Cette histoire dénonce l’imposture de deux artisans qui font croire à un art extra-ordinaire alors qu’ils n’ont aucun savoir-faire. Ils mettent à nu le roi en l’habillant d’illusions, le dépouillant de son argent et le couvrant de ridicule. Il y a manifestement tromperie sur la marchandise et sur les qualités des deux filous. Le conte ne laisse aucun doute à ce sujet : « Un jour arrivèrent deux escrocs, se faisant passer pour tisserands et se vantant de savoir tisser l’étoffe la plus splendide que l’on puisse imaginer. »19.

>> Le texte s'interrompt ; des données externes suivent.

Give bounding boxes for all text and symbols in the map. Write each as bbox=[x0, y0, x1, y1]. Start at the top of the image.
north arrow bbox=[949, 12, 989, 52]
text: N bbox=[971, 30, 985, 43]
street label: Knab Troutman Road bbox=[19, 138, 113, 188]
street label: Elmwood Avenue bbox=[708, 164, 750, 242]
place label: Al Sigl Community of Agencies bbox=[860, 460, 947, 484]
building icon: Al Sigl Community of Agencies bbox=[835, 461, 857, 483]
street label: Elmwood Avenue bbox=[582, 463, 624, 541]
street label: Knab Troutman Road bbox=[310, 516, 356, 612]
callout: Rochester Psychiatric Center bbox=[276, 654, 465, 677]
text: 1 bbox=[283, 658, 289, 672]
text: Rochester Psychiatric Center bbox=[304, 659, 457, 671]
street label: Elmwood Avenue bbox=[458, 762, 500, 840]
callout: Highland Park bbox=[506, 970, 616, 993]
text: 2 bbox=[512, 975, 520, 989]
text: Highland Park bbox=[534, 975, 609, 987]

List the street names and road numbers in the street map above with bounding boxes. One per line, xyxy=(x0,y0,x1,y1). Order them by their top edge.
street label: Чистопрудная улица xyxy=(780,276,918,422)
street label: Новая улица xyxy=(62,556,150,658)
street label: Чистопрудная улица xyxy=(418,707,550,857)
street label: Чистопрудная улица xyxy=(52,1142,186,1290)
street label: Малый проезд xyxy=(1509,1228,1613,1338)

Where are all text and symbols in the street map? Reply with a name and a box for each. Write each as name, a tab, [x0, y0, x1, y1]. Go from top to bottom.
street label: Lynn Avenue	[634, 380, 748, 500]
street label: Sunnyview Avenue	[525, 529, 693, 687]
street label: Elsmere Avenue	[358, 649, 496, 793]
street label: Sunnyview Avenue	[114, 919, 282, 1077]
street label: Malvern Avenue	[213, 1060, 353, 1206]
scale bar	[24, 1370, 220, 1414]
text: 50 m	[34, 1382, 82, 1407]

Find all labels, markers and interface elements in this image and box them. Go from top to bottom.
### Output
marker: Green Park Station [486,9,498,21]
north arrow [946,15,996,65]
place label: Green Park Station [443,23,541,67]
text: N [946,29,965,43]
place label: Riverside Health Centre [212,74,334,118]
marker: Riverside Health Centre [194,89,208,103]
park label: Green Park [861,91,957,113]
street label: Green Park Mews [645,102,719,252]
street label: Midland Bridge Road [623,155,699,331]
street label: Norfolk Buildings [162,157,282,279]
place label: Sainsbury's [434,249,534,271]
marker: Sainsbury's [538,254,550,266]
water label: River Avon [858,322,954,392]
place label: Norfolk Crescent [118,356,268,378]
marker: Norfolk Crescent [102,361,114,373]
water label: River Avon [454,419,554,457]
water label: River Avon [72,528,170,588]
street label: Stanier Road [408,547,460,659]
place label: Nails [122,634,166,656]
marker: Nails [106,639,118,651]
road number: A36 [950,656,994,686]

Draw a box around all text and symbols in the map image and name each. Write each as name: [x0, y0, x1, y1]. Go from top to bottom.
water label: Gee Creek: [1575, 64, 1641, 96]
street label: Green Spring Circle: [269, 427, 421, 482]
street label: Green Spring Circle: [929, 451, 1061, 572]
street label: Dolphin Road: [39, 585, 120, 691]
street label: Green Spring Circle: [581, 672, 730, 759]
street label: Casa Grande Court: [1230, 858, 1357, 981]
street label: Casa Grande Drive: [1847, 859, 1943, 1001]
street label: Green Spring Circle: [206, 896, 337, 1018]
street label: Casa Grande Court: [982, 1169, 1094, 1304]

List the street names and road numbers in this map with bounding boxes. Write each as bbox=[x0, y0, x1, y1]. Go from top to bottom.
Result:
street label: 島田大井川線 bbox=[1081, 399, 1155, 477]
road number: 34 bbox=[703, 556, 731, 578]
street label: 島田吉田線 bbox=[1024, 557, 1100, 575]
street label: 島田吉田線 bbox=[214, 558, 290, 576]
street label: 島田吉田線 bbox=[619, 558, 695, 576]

Proposons une autre lecture. Si, à première vue, l’objectif pour les deux pseudo-artisans est bien de gagner de l’argent sans en avoir les compétences, il nous semble juste de repérer dans le conte ce qui va différencier l’artisan de l’artiste. Il faut le reconnaître, nos deux compères sont bel et bien des artistes et c’est en cette qualité qu’il nous faut les admirer. L’opération qu’ils s’ingénient à mener à bien est de transformer l’artisanat en art comme on transforme le plomb en or, la valeur estimable en ce qui n’a pas de prix, l’imaginable en inimaginable. Le travail de la matière grise que l’art met en œuvre se réalise concrètement ici dans une performance avant la lettre20. Nos deux artisans sans savoir-faire, sont des artistes au métier bien réel, artistes par excellence, par l’excellence de l’opération conceptuelle qu’ils ont su mener à (presque) bien : faire jouer le virtuel dans la réalité et montrer qu’entre les deux, il y a du jeu, du rapport. Ces artistes avant la lettre (puisqu’il ne sont pas reconnus comme tels par l’auteur du conte), anticipent sur ce que l’art moderne entreprendra avec la destruction du métier et du savoir-faire issu des Beaux-Arts. L’ambition n’était pas des moindres : s’affranchir du poids des critères dominants et toucher au plus près cette cosa mentale21 chère aux artistes les plus exigeants afin de réaliser des œuvres qui font l’économie du labeur artisanal.
Avec art, nos deux visionnaires mettent en œuvre une mécanique autrement plus technique que celle qui consiste à tisser un vêtement au Roi. Cette technique est politique, éthique et est-éthique22. De la même façon que Pénélope, l’épouse esseulée d’Ulysse, en défaisant la nuit ce qu’elle avait tissé le jour, demeure fidèle à son mari en repoussant les avances des prétendants pressés de la posséder23, nos deux proto-artistes tiennent à distance le désir du roi en le montrant tel qu’il est :
Si, avons nous beau monter sur des eschasses, car sur des eschasses encores faut-il marcher de nos jambes. Et au plus eslevé throne du monde, si ne sommes assis que sus nostre cul24.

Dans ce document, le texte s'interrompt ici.